Bug in update checker blamed for CrowdStrike outages as Congress demands hearing

Cybersecurity firm CrowdStrike said a faulty update that caused global technology outages was checked before being sent out last Friday, but a bug in the validation tool caused it to miss the underlying issue. 

In a post-mortem released on Wednesday, the company said it uses a “Content Validator” to check updates before they are distributed to customers’ systems. The faulty update “passed validation despite containing problematic content data,” according to CrowdStrike. 

Officials at CrowdStrike said they trusted the content validator because previous checks it had done as recently as March 5 had no issues. 

The “problematic content” sent out on July 19 resulted in a Windows operating system crash that impacted thousands of critical systems across the world, including airlines, hospitals and banks. 

CrowdStrike pledged to provide a more detailed breakdown of the faulty update and also listed out several changes designed to prevent a similar situation from ever happening again. The cybersecurity giant plans to institute more local testing procedures and validation checks ahead of any future release.

CrowdStrike will also implement a staggered deployment strategy for updates going forward, gradually deploying them to large portions of their customer base. Customers will also be given more control over how updates are delivered. 

Microsoft said on Saturday that its estimates showed about 8.5 million Windows devices were taken offline by the faulty update.
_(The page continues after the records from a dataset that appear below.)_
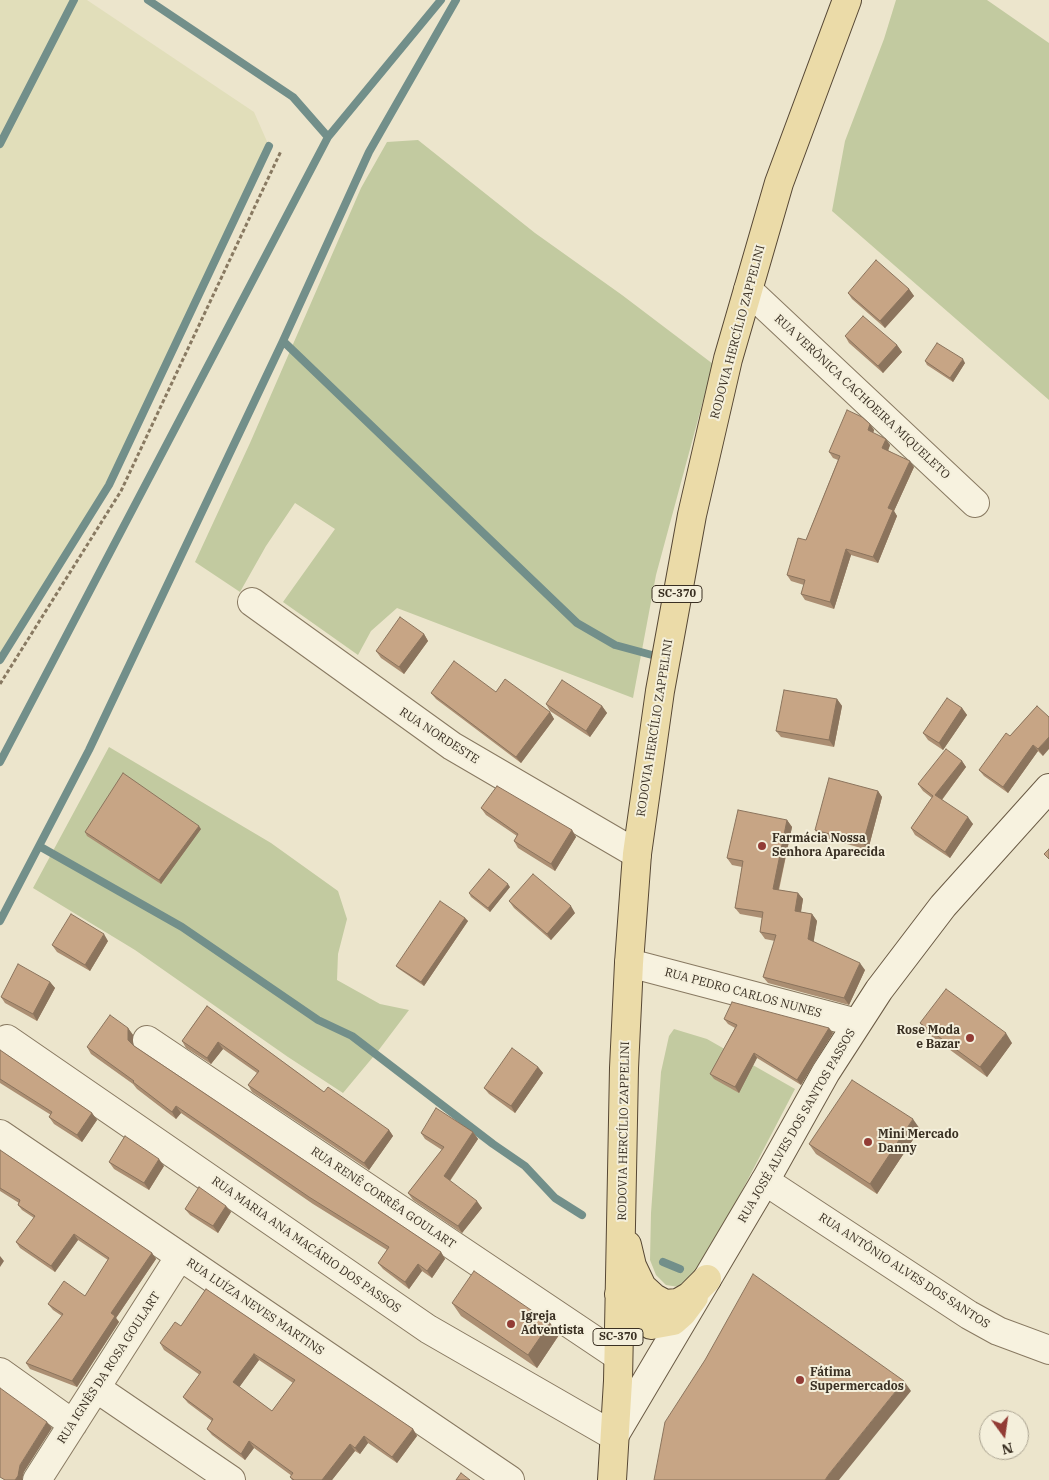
<!DOCTYPE html>
<meta charset="utf-8">
<style>
body{margin:0}
#map{position:relative;width:1049px;height:1480px;overflow:hidden;background:#ece5cc;font-family:"IBM Plex Serif",serif}
canvas{display:block}
.north{position:absolute;left:979px;top:1410px;width:50px;height:50px;box-sizing:border-box;background:#f4efdb;border:1px solid #aaa391;border-radius:50%;rotate:166deg;font-size:14px;font-weight:700;line-height:20px;text-align:center;color:#3a3023}
.north::after{content:'';display:block;margin:auto;width:18px;height:22px;background:#923c35;clip-path:polygon(50% 0,100% 100%,50% 72%,0 100%)}
</style>
<div id="map">
<canvas width="1049" height="1480"></canvas>
<div class="north">N</div>
</div>
<script>
const ctx = document.querySelector('canvas').getContext('2d');
ctx.lineJoin = 'round';
function fillPath(path, color) { ctx.fillStyle = color; ctx.fill(path, 'evenodd'); }
const toPath = rows => new Path2D(rows.map(r => 'M' + r).join(''));
function strokePath(path, color, width, dash) { ctx.strokeStyle = color; ctx.lineWidth = width; ctx.lineCap = dash ? 'butt' : 'round'; ctx.setLineDash(dash || []); ctx.stroke(path); }
function drawText(font, color, halo, rows, align = 'center') {
  ctx.font = font + ' "IBM Plex Serif",serif'; ctx.lineWidth = 4; ctx.setLineDash([]); ctx.textBaseline = 'middle'; ctx.strokeStyle = halo; ctx.fillStyle = color; for (const [text, x, y, turn = 0] of rows) {
    ctx.save(); ctx.translate(x, y); ctx.rotate((+turn || 0) * Math.PI / 180); ctx.textAlign = isNaN(turn) ? turn : align; if (halo) ctx.strokeText(text, 0, 0); ctx.fillText(text, 0, 0); ctx.restore();
  }
}
fillPath(toPath([
 [0,0,87,0,254,112,269,146,109,485,0,660]
]), '#e1deba');
fillPath(toPath([
 [896,0,987,0,1049,43,1049,400,832,211,845,141,884,39],
 [418,140,535,233,622,295,713,364,656,575,633,698,397,608,371,631,358,655,283,602,335,529,295,503,266,546,240,592,195,562,250,443,361,188,387,142],
 [109,747,271,843,338,891,347,919,338,954,337,980,380,1004,409,1010,378,1051,343,1093,288,1057,135,950,33,888],
 [674,1029,707,1039,795,1089,722,1229,693,1275,679,1287,666,1285,656,1275,650,1260,651,1213,661,1072,669,1036]
]), '#c2caa0');
strokePath(toPath([
 [148,0,293,97,328,137],
 [0,144,74,0],
 [283,341,577,623,615,645,652,655],
 [0,660,109,485,269,146],
 [0,762,328,137,441,0],
 [39,846,182,927,318,1020,352,1036,493,1144,525,1166,555,1198,582,1215],
 [0,921,89,750,283,341,369,152,456,0],
 [663,1262,680,1269]
]), '#728f8a', 8);
const street = toPath([
 [748,290,975,503],
 [252,602,452,746,637,854],
 [629,963,857,1023],
 [7,1039,428,1329,614,1436],
 [147,1040,618,1356],
 [0,1134,510,1480],
 [765,1181,969,1315,998,1331,1049,1350],
 [0,1372,73,1424],
 [96,1388,231,1480],
 [37,1480,180,1256]
]);
const secondary = toPath([
 [614,1436,765,1181,826,1072,879,990,943,906,1049,788]
]);
const primary = toPath([
 [627,1245,632,1266,642,1287,654,1298,665,1304,678,1303,690,1296,707,1279],
 [619,1294,638,1315,651,1325,673,1321,682,1313,694,1297],
 [612,1480,618,1381,624,1068,629,963,637,854,660,691,692,515,728,359,779,183,847,0]
]);
strokePath(street, '#887961', 30);
strokePath(secondary, '#6a5a44', 30);
strokePath(primary, '#564734', 30);
strokePath(toPath([
 [0,684,121,491,281,151]
]), '#887961', 3, [4, 2.5]);
strokePath(street, '#f7f2df', 28);
strokePath(secondary, '#f7f2df', 28);
strokePath(primary, '#ebdba8', 28);
fillPath(toPath([
 [909,289,914,296,885,328,852,299,848,293],
 [845,336,897,345,902,352,883,373,849,343],
 [925,361,965,363,953,382,927,365],
 [870,424,874,430,873,433,890,445,888,450,914,467,894,511,897,516,878,563,851,555,834,609,805,600,801,594,804,585,791,581,787,575,806,540,838,460,833,458,829,452],
 [424,634,428,641,404,674,381,658,376,651],
 [496,692,550,712,554,719,521,763,436,699,431,693],
 [837,699,842,706,834,747,781,737,776,731],
 [546,704,602,706,607,713,590,737,550,711],
 [1037,706,1043,756,1038,751,1008,793,984,776,979,770],
 [962,708,967,715,943,750,928,740,923,733],
 [962,761,966,767,942,800,973,824,950,858,915,835,911,828,932,798,923,791,918,784],
 [878,791,882,797,868,850,819,836,815,830],
 [481,808,572,830,576,837,555,871,518,848,514,841,517,836,486,815],
 [787,820,792,827,779,890,798,893,803,899,801,912,812,914,817,921,813,942,865,970,849,1005,768,983,763,977,775,941,765,939,760,932,762,918,740,914,735,908,742,867,732,865,727,858],
 [201,829,161,884,87,836,85,832],
 [510,887,490,912,471,897,469,893],
 [509,901,575,913,551,940,514,908],
 [465,918,468,921,424,986,399,969,396,966],
 [108,941,90,971,57,952,52,945],
 [50,982,55,988,37,1021,5,1003,1,997],
 [207,1006,324,1092,389,1130,393,1136,369,1170,252,1092,248,1085,257,1073,223,1049,211,1064,186,1048,182,1041],
 [724,1019,829,1028,833,1033,801,1085,757,1058,739,1093,714,1079,710,1074,735,1028,728,1024],
 [920,1023,1012,1043,987,1077,927,1033],
 [128,1028,133,1035,133,1045,441,1252,445,1259,432,1278,422,1271,409,1289,383,1269,378,1263,387,1250,313,1204,181,1113,176,1119,137,1089,133,1084,91,1054,87,1047],
 [0,1050,92,1113,97,1120,82,1142,54,1124,49,1117,51,1115,0,1083],
 [538,1067,543,1073,515,1113,489,1094,484,1088],
 [920,1129,877,1194,816,1154,809,1144],
 [473,1132,478,1139,450,1181,482,1208,462,1233,413,1200,408,1193,442,1150,425,1139,421,1133],
 [0,1150,152,1253,156,1259,116,1318,119,1322,77,1387,30,1369,26,1363,62,1316,53,1310,48,1304,85,1296,108,1260,78,1240,55,1272,20,1248,16,1242,34,1218,22,1210,18,1205,19,1203,0,1191],
 [109,1162,164,1166,149,1190,114,1169],
 [226,1206,231,1212,218,1233,190,1215,185,1209],
 [206,1289,413,1429,417,1436,397,1463,368,1443,360,1454,355,1451,332,1480,292,1480,290,1477,292,1476,254,1448,245,1460,212,1435,207,1429,212,1421,188,1403,183,1397,200,1375,164,1350,160,1343,181,1326],
 [259,1360,293,1383,272,1411,239,1387],
 [452,1303,550,1323,559,1335,537,1368,461,1316]
]), '#ab8e72');
fillPath(toPath([
 [909,289,914,296,885,328,880,321],
 [897,345,902,352,883,373,878,366],
 [963,359,965,363,953,382,950,378],
 [870,424,874,430,872,436,868,430],
 [886,439,890,445,887,454,882,448],
 [910,461,914,467,894,511,897,516,878,563,873,557,888,508],
 [846,549,851,555,834,609,830,602],
 [424,634,428,641,404,674,399,667],
 [837,699,842,706,834,747,829,740],
 [602,706,607,713,590,737,586,731],
 [962,708,967,715,943,750,939,743],
 [550,712,554,719,521,763,516,757],
 [1049,737,1049,749,1043,756,1038,749],
 [1033,745,1038,751,1008,793,1003,787],
 [962,761,966,767,940,802,935,795],
 [878,791,882,797,868,850,863,843],
 [968,817,973,824,950,858,945,852],
 [787,820,792,827,777,896,773,889],
 [199,826,201,829,161,884,159,880],
 [572,830,576,837,555,871,551,864],
 [508,884,510,887,490,912,488,908],
 [798,893,803,899,800,917,795,911],
 [571,906,575,913,551,940,547,934],
 [812,914,817,921,813,946,808,939],
 [465,918,468,921,424,986,421,982],
 [104,934,108,941,90,971,85,965],
 [860,963,865,970,849,1005,844,998],
 [50,982,55,988,37,1021,33,1014],
 [128,1028,133,1035,133,1046,128,1040],
 [829,1028,833,1033,801,1085,797,1080],
 [1006,1033,1012,1043,987,1077,980,1067],
 [218,1042,223,1049,211,1064,207,1058],
 [754,1053,757,1058,739,1093,735,1087],
 [538,1067,543,1073,515,1113,511,1106],
 [176,1106,181,1113,176,1119,172,1112],
 [92,1113,97,1120,82,1142,77,1135],
 [913,1119,920,1129,877,1194,870,1184],
 [389,1130,393,1136,369,1170,364,1163],
 [473,1132,478,1139,448,1183,444,1176],
 [159,1159,164,1166,149,1190,144,1183],
 [477,1201,482,1208,462,1233,458,1226],
 [226,1206,231,1212,218,1233,213,1226],
 [74,1234,78,1240,55,1272,51,1266],
 [441,1252,445,1259,432,1278,427,1271],
 [152,1253,156,1259,116,1318,119,1322,77,1387,72,1381,111,1313],
 [0,1256,4,1261,0,1267],
 [418,1264,422,1271,409,1289,405,1282],
 [550,1323,559,1335,537,1368,528,1355],
 [254,1354,259,1360,238,1389,233,1382],
 [904,1381,911,1391,839,1480,825,1480,829,1474],
 [47,1422,52,1428,24,1472,22,1480,15,1480,20,1465],
 [413,1429,417,1436,397,1463,392,1457],
 [364,1436,368,1443,360,1454,355,1448],
 [249,1441,254,1448,245,1460,241,1454],
 [350,1444,355,1451,332,1480,322,1480]
]), '#8b745d');
const building = toPath([
 [876,260,909,289,880,321,848,293,876,260],
 [863,316,897,345,878,366,845,336,863,316],
 [937,343,963,359,950,378,925,361,937,343],
 [847,410,862,417,870,424,868,430,886,439,882,448,910,461,888,508,893,510,873,557,846,549,830,602,801,594,805,580,787,575,798,538,806,540,840,456,829,452,847,410],
 [400,617,424,634,399,667,376,651,400,617],
 [454,661,496,692,505,679,550,712,516,757,431,693,454,661],
 [562,680,602,706,586,731,546,704,562,680],
 [784,690,837,699,829,740,776,731,784,690],
 [947,698,962,708,939,743,923,733,947,698],
 [1037,706,1049,717,1049,737,1038,749,1033,745,1003,787,979,770,1006,733,1010,736,1037,706],
 [946,749,962,761,935,795,968,817,945,852,911,828,933,796,918,784,946,749],
 [123,773,199,826,159,880,85,832,123,773],
 [829,778,878,791,863,843,815,830,829,778],
 [497,786,572,830,551,864,514,841,518,834,481,808,497,786],
 [738,810,787,820,773,889,798,893,795,911,812,914,808,939,860,963,844,998,763,977,776,935,760,932,763,912,735,908,743,861,727,858,738,810],
 [1049,849,1049,859,1044,854,1049,849],
 [489,869,508,884,488,908,469,893,489,869],
 [533,874,571,906,547,934,509,901,533,874],
 [440,901,465,918,421,982,396,966,440,901],
 [71,914,104,934,85,965,52,945,71,914],
 [18,964,50,982,33,1014,1,997,18,964],
 [946,989,1006,1033,980,1067,920,1023,946,989],
 [732,1002,829,1028,797,1080,754,1053,735,1087,710,1074,737,1025,724,1019,732,1002],
 [207,1006,324,1092,328,1087,389,1130,364,1163,248,1085,259,1071,218,1042,207,1058,182,1041,207,1006],
 [110,1015,128,1028,128,1040,134,1046,441,1252,427,1271,418,1264,405,1282,378,1263,389,1247,309,1197,176,1106,172,1112,133,1082,134,1081,87,1047,110,1015],
 [512,1048,538,1067,511,1106,484,1088,512,1048],
 [0,1050,92,1113,77,1135,49,1117,52,1112,0,1079,0,1050],
 [852,1080,913,1119,870,1184,809,1144,852,1080],
 [436,1108,473,1132,444,1176,477,1201,458,1226,408,1193,444,1147,421,1133,436,1108],
 [125,1136,159,1159,144,1183,109,1162,125,1136],
 [0,1150,152,1253,111,1313,115,1316,72,1381,26,1363,63,1314,48,1304,64,1281,85,1296,109,1258,74,1234,51,1266,16,1242,35,1216,18,1205,20,1200,0,1188,0,1150],
 [199,1187,226,1206,213,1226,185,1209,199,1187],
 [474,1271,550,1323,528,1355,452,1303,474,1271],
 [753,1274,904,1381,829,1474,825,1480,654,1480,665,1422,705,1360,753,1274],
 [206,1289,413,1429,392,1457,364,1436,355,1448,350,1444,322,1480,294,1480,290,1477,293,1473,249,1441,241,1454,207,1429,213,1419,183,1397,201,1372,160,1343,175,1322,181,1326,206,1289],
 [254,1354,295,1380,272,1411,233,1382,254,1354],
 [0,1388,47,1422,20,1465,18,1476,15,1480,5,1480,0,1477,0,1388],
 [461,1473,470,1480,456,1480,461,1473]
]);
fillPath(building, '#c7a585');
strokePath(building, '#8b745d', 1);
for (const [x, y, r, color] of [
 [762,846,5,"#923c35"],
 [970,1038,5,"#923c35"],
 [868,1142,5,"#923c35"],
 [511,1324,5,"#923c35"],
 [800,1380,5,"#923c35"]
]) { const dot = new Path2D(); dot.arc(x, y, r, 0, 2 * Math.PI); ctx.fillStyle = color; ctx.fill(dot); strokePath(dot, '#f4efdb', 2); }
for (const [x, y, w] of [
 [677,594,50],
 [618,1337,50]
]) { const box = new Path2D(); box.roundRect(x - w / 2, y - 8.5, w, 17, 4); ctx.fillStyle = '#f4efdb'; ctx.fill(box); strokePath(box, '#3a3023', 1); }
drawText('bold 11px', '#3a3023', null, [
 ["SC-370",677,594],
 ["SC-370",618,1337]
]);
drawText('12px', '#3a3023', '#f4efdb', [
 ["RODOVIA HERCÍLIO ZAPPELINI",738,332,-75],
 ["RUA VERÔNICA CACHOEIRA MIQUELETO",862,397,43],
 ["RODOVIA HERCÍLIO ZAPPELINI",655,728,-81],
 ["RUA NORDESTE",439,736,33],
 ["RUA PEDRO CARLOS NUNES",743,993,15],
 ["RUA JOSÉ ALVES DOS SANTOS PASSOS",797,1126,-60],
 ["RODOVIA HERCÍLIO ZAPPELINI",624,1131,-89],
 ["RUA RENÊ CORRÊA GOULART",383,1198,34],
 ["RUA MARIA ANA MACÁRIO DOS PASSOS",306,1245,35],
 ["RUA ANTÔNIO ALVES DOS SANTOS",904,1271,33],
 ["RUA LUÍZA NEVES MARTINS",255,1307,34],
 ["RUA IGNÊS DA ROSA GOULART",109,1368,-57]
]);
drawText('bold 12px', '#3a3023', '#f4efdb', [
 ["Farmácia Nossa",772,839],
 ["Senhora Aparecida",772,853],
 ["Rose Moda",960,1031,"right"],
 ["e Bazar",960,1045,"right"],
 ["Mini Mercado",878,1135],
 ["Danny",878,1149],
 ["Igreja",521,1317],
 ["Adventista",521,1331],
 ["Fátima",810,1373],
 ["Supermercados",810,1387]
], 'left');
</script>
The figure represents less than one percent of all Windows machines, according to Microsoft, but CrowdStrike products are used by some of the world’s most critical organizations — including federal agencies, emergency services and more. 

Both Microsoft and CrowdStrike have released troves of guidance and videos to help IT administrators with the herculean task of restoring thousands of devices — a process which has to be done manually and can take up to 30 minutes. 

CrowdStrike also faced significant backlash on Wednesday when TechCrunch revealed that the company offered $10 UberEats gift cards to partners trying to remediate the issues.  

The crisis drew criticism from the White House last week, and on Monday the House Committee on Homeland Security demanded that officials from CrowdStrike testify before Congress and provide details about what happened. 

“This incident must serve as a broader warning about the national security risks associated with network dependency. Malicious cyber actors backed by nation-states, such as China and Russia, are watching our response to this incident closely,” leading members of the committee said in a letter to CrowdStrike CEO George Kurtz. 

“In fact, as CrowdStrike relayed in a recent blog post, malicious actors presumably targeting your Latin American customers have already seized the moment and sought to exploit the vulnerability. Protecting our critical infrastructure requires us to learn from this incident and ensure that it does not happen again.”